Longbone, whose back had been turned to me, startled and reversed the oars, causing the water to churn as he spun about. The old man nodded from under a blue fisherman’s cap, set far back on his head, and his wide mouth—so like that of a frog—broke open into an embarrassed grin. He was, paradoxically, anything but long, his tiny frame seeming hardly substantial enough to work the oars, and the terrible burn scars that netted his face above the white beard mottled red and white from the effort.
“How’s the take this morning?” I glanced in the bottom of his boat, expecting the usual bin of wriggling crabs, but it wasn’t there. Something heavy—I judged by the low line of the skiff in the water—dripped from under a tightly-wrapped black tarp. I looked back up at him, but his guileless blue eyes gave away no secrets. I had only rarely—and mostly in single words uttered during moments of crises—heard Longbone speak, and I tended to forget that he could.
Pops said he’d gone silent during the war, after the incident that had burned his face, but that he’d been a real cutup before all that, before Vietnam, when they were young.
“Dinner at my place, Bone? Three o’clock?” He nodded vigorously and gave the thumbs-up signal. “Good. We’ll see you there. Let Biscuit know.” I continued paddling into the gray, but hearing a thump, turned in time to see the mist-shrouded silhouette of Longbone hauling something heavy onto Pops’ deck.
What were they up to?
I’d long suspected that the steady supply of crab, fish, and mussels that Longbone lived on and sometimes sold on the sly came to him outside the bounds of any legal fishing, and I wondered if he’d pulled Pops into one of his schemes. Their anarchist tendencies seemed to be increasing rather than mellowing with age, adding to the heavy sediment of worry I already felt for the old men.
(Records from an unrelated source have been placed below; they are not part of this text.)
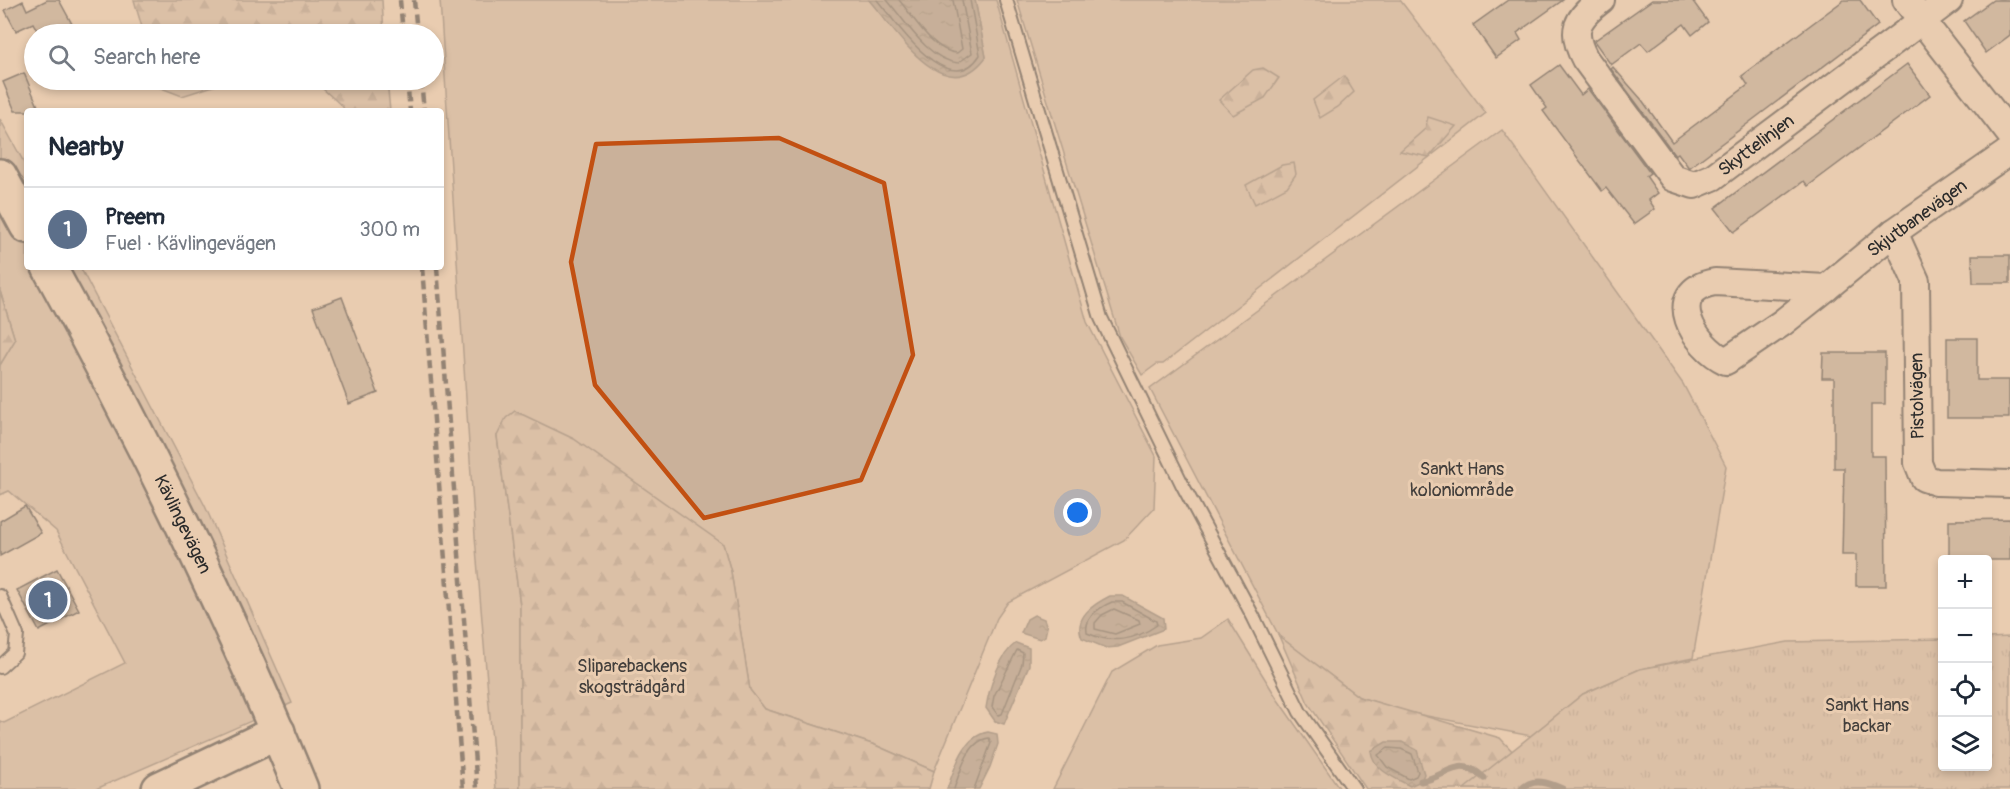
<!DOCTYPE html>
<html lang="en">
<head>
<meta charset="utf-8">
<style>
	:root { --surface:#fff; --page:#f6f6f7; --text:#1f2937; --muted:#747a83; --line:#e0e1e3; --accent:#111827 }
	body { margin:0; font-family:Pangolin,sans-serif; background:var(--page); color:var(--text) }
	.controls { position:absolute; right:18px; bottom:18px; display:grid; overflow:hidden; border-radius:6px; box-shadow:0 3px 9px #0003 }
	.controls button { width:54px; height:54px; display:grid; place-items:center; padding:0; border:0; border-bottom:2px solid var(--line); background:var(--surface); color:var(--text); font:30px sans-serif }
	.you { position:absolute; left:1078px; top:513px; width:21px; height:21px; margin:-15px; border:4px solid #fff; border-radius:50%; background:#1a73e8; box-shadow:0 0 0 9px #1a73e833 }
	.badge { display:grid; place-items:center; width:39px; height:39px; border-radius:50%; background:var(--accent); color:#fff; font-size:20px; font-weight:700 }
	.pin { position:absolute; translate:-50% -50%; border:3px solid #fff; box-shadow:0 2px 6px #0006 }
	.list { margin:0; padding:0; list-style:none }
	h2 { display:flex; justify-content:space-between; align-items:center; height:78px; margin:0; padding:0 24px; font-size:26px }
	h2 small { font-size:20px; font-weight:400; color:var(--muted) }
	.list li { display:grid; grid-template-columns:39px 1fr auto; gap:18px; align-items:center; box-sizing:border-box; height:84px; padding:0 24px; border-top:2px solid var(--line) }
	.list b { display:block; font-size:22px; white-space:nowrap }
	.list p { margin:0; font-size:20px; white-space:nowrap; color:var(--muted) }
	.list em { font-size:20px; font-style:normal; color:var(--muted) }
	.icon { flex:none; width:33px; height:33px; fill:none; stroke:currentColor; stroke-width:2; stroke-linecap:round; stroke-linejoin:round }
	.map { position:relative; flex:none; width:2010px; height:789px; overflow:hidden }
	.search { position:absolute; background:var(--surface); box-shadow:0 3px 9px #0003; left:24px; top:24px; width:420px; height:66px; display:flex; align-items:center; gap:15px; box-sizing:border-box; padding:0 21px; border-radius:33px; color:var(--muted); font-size:22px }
	.panel { position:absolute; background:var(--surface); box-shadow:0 3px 9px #0003; left:24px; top:108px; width:420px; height:162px; border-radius:6px }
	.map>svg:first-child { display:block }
	.green { fill:#cab19a; stroke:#7a6e62; stroke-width:1.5 }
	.forest { fill:url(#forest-firs); stroke:#7a6e62; stroke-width:1.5 }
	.park { fill:url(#park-tufts); stroke:#7a6e62; stroke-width:1.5 }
	.water { fill:url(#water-ripples); stroke:#70665b; stroke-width:1.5 }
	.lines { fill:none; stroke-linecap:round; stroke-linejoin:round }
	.shore { stroke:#59524b; stroke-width:1.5 }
	.stream { stroke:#70665b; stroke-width:7 }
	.building { fill:#b4a08b; stroke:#2b2b2b; stroke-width:1.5 }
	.lane-casing { stroke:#2b2b2b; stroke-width:16 }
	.street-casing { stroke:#2b2b2b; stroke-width:30 }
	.secondary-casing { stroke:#2b2b2b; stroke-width:38 }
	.lane { stroke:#e9ccb0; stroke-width:12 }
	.street { stroke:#e9ccb0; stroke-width:26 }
	.secondary { stroke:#e9ccb0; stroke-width:33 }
	.rail { stroke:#2b2b2b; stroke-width:4.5; stroke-dasharray:9 4.5; stroke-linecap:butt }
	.marked { fill:none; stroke:#c25012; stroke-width:4.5; stroke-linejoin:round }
	.labels { text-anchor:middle; stroke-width:6; stroke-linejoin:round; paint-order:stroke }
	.street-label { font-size:18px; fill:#2b2b2b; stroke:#e9ccb0 }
	.park-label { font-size:18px; fill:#433f3c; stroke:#e9ccb0 }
</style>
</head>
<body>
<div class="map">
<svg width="2010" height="789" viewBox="0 0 2010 789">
	<defs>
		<pattern id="forest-firs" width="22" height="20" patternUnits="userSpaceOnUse" patternTransform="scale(1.5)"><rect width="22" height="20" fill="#cab19a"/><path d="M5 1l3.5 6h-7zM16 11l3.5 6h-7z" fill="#a4907e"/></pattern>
		<pattern id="park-tufts" width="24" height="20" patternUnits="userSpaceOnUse" patternTransform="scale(1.5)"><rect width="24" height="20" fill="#cab19a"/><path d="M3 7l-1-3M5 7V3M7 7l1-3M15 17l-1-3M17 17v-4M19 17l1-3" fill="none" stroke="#a4907e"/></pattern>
		<pattern id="water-ripples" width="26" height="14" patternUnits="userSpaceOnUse" patternTransform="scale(1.5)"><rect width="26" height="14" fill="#9e8d7b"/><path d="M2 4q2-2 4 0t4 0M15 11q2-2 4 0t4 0" fill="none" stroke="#817365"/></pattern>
	</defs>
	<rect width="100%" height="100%" fill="#e9ccb0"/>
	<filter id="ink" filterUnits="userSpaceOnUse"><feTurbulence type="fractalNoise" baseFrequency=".0167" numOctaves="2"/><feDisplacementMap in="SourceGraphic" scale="12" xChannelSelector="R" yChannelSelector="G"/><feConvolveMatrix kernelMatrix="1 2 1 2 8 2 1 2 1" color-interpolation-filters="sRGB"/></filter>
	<g filter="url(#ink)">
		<g class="green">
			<polygon points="440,0 869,0 917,56 986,57 975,0 996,0 1087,322 1156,456 1154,508 1124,540 1008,602 997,618 934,771 875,745 765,709 750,690 731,572 723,544 497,436 520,605 520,789 496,789 475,536"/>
			<polygon points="1017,0 1400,0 1486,113 1163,364 1157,364 1142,375 1120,337"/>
			<polygon points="0,119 27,168 27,267 80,267 205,506 292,703 96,789 0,789 0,721 4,723 125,663 56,531 9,491 0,495 0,365 15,340 0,291"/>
			<polygon points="1502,130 1683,384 1726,466 1693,658 1640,669 1583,694 1531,736 1411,713 1359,697 1279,636 1150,389"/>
			<polygon points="1228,619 1278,700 1340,789 1053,789 1112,672 1157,645 1201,638"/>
		</g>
		<g class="forest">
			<polygon points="134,0 382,0 384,34 144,34"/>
			<polygon points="1263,68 1279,78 1265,98 1233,115 1219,100 1253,70"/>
			<polygon points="1344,76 1354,92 1338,107 1320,118 1313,100"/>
			<polygon points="148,80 232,80 182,96 148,83"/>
			<polygon points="313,80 387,80 390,111 344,111 343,107"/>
			<polygon points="1428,117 1456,126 1429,157 1400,151 1425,129"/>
			<polygon points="1294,163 1296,174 1287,187 1255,204 1246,185 1282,165"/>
			<polygon points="0,291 15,340 0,365"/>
			<polygon points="515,411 574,439 723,544 731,572 750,690 765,709 875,745 934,771 929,789 520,789 520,605 497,436 506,418"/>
			<polygon points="1279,636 1359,697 1500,738 1529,769 1526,789 1366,789 1308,703"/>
		</g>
		<polygon class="park" points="2010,637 2010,789 1464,789 1583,694 1640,669 1788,642 1942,639 1942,766 1988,766 1988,638"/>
		<g class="water">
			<path d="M869,0H975L986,57C945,112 896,31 869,0Z"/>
			<path d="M1110,596H1123L1163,618L1164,629L1118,647L1106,648L1082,638C1073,617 1094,604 1110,596Z"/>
			<polygon points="1034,615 1044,619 1047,627 1045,636 1040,639 1021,633 1027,619"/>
			<path d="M1016,643L1029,648V665L1004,724L995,721L986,708C989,688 999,655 1016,643Z"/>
			<path d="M988,732L997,734L998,744L990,767L979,789H947C955,768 963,736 988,732Z"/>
			<path d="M1386,742H1402L1417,750L1424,774L1421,781L1410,786C1395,778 1373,770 1371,751Z"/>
		</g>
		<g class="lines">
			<g class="shore">
				<path d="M877,0C897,23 949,103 980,55L970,0"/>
				<path d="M887,0C906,22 928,60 958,63L972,53L962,0"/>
				<path d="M899,0C913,16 933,52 957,53L962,49L953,0"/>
				<path d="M1112,602H1122L1156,621L1157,625C1134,641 1112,644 1087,633C1084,617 1098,608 1112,602Z"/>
				<polygon points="1114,609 1139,620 1140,624 1115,634 1095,629 1095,623 1102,615"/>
				<polygon points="1017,650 1023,653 1022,664 1002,714 998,715 992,707 994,696"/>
				<polygon points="1388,748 1401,749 1412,754 1418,772 1416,776 1409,779 1387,767 1378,755"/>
				<path d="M954,789C960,772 968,740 989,738L991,743L974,789"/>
			</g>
			<g class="stream">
				<path d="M1421,781C1447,777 1459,754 1484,778"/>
				<path d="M1522,789C1533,777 1549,783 1562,789"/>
			</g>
		</g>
		<g class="building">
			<polygon points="47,0 59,0 72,24 51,34 39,34 33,23 16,31 5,10 23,1 27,10"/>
			<polygon points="1508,0 1563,0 1517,33 1521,40 1496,58 1473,25"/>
			<polygon points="1652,0 1692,0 1708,22 1692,35 1684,24 1648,51 1641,43 1611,65 1594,41"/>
			<polygon points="1844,0 1860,0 1878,25 1689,168 1678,153 1675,155 1611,69 1613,67 1642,100 1672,142 1748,85 1742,76"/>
			<polygon points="1993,0 2010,0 2010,35 1986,53 1964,21"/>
			<polygon points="1907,64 1930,95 1808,186 1804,181 1734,232 1715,208"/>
			<polygon points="1559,65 1581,95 1588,89 1650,173 1646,176 1658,193 1649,200 1655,209 1634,224 1606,188 1602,191 1543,111 1547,108 1531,85"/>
			<polygon points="24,73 40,111 15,111 3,82"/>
			<polygon points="1972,255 2010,255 2010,283 1973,283"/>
			<polygon points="342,297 378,393 349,404 313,308"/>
			<polygon points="1947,338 1977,338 1977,380 2009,380 2009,418 1947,418"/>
			<polygon points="1823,353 1885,353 1885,404 1871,404 1871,456 1885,456 1886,586 1856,586 1856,555 1842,555 1844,468 1834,468 1834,378 1822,378"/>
			<polygon points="25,506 41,533 0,556 0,521"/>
			<polygon points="2010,519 2010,560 1949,560 1949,520"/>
			<polygon points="57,569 79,610 39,631 17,590"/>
		</g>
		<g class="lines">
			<g class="lane-casing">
				<g id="lane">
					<polyline points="1006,0 1101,318 1183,486 1254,618 1300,712 1354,789"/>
					<polyline points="0,596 17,635 15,653 0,667"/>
				</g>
			</g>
			<g class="street-casing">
				<g id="street">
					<path d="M1601,0C1576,19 1570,31 1585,59L1673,178L1694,185L1713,177L1949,0"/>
					<polyline points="1906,0 2010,134"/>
					<polyline points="1894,232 1916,281 1918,463 1924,478 1936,482 2010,484"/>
					<path d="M1715,282L1826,288L1782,323L1726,361C1695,347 1661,291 1715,282Z"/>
					<polyline points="1826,288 1894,232 2010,151"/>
				</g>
			</g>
			<g class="secondary-casing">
				<g id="secondary">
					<polyline points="0,176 27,226"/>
					<path d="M49,267C142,437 228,610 301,789"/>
					<polyline points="159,789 278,732"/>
				</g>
			</g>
			<use href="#lane" class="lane"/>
			<use href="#street" class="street"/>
			<use href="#secondary" class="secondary"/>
			<g class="rail">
				<polyline points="400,0 403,34"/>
				<polyline points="414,0 417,34"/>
				<polyline points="407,80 410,111"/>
				<polyline points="421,80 424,111"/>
				<polyline points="422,267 463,789"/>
				<polyline points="437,267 477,789"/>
			</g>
		</g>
	</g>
	<path d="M0 0H2010V789H0ZM779,138L884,183L913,355L861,480L704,518L595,385L571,262L596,144Z" fill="#e9ccb0" fill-opacity=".55" fill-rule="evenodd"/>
	<path class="marked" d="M779,138L884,183L913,355L861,480L704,518L595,385L571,262L596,144Z"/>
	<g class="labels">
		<g class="street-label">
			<text transform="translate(1756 145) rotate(-37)" y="6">Skyttelinjen</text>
			<text transform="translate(1917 218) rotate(-36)" y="6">Skjutbanevägen</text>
			<text transform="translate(1917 396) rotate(-91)" y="6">Pistolvägen</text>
			<text transform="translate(183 524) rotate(64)" y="6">Kävlingevägen</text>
		</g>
		<g class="park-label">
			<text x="1462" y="475">Sankt Hans<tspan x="1462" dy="21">koloniområde</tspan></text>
			<text x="632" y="672">Sliparebackens<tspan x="632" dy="21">skogsträdgård</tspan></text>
			<text x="1867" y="711">Sankt Hans<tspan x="1867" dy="21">backar</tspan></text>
		</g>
	</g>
</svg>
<div class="controls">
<button>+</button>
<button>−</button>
<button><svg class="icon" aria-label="locate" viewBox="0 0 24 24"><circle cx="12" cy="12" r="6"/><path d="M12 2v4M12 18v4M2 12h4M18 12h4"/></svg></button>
<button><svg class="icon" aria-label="layers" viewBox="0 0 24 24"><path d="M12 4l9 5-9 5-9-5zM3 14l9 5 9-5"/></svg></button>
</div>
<div class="you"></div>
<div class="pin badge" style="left:48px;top:600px;background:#5c6f8a">1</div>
<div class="search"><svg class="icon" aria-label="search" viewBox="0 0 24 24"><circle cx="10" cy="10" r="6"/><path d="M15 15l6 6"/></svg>Search here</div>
<section class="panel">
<h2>Nearby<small></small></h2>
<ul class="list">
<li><span class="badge" style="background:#5c6f8a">1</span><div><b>Preem</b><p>Fuel · Kävlingevägen</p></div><em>300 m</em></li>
</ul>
</section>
</div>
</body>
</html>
When I reached my own beach, I dragged the boat above the waterline and turned it over, eager to warm myself by the fire, but my attention was caught by a dull red pebble, framed by frozen gravel. I plucked it from the setting, wiped the frost on my coat, and held it up to the light. Though weathered and scratched, it was perfectly round and transparent red. Not a pebble: a child’s marble. A vague memory of having lost something just like this tugged under my ribs, but then a seagull squawked from the roof of the house, and I looked up—that damn tree is going to be a problem—and put the thing in my coat pocket. Above the house, a monstrous old fir had been partly undercut during a storm and now tilted seaward, its newly exposed roots grasping like arthritic toes into the thin air above my roof. I’d need a crew, and machinery, and a whole lot of expertise to get that tree moved without crushing everything I owned. I cursed under my breath at the expense and hassle of it all, hoping it could wait until I returned home from the city.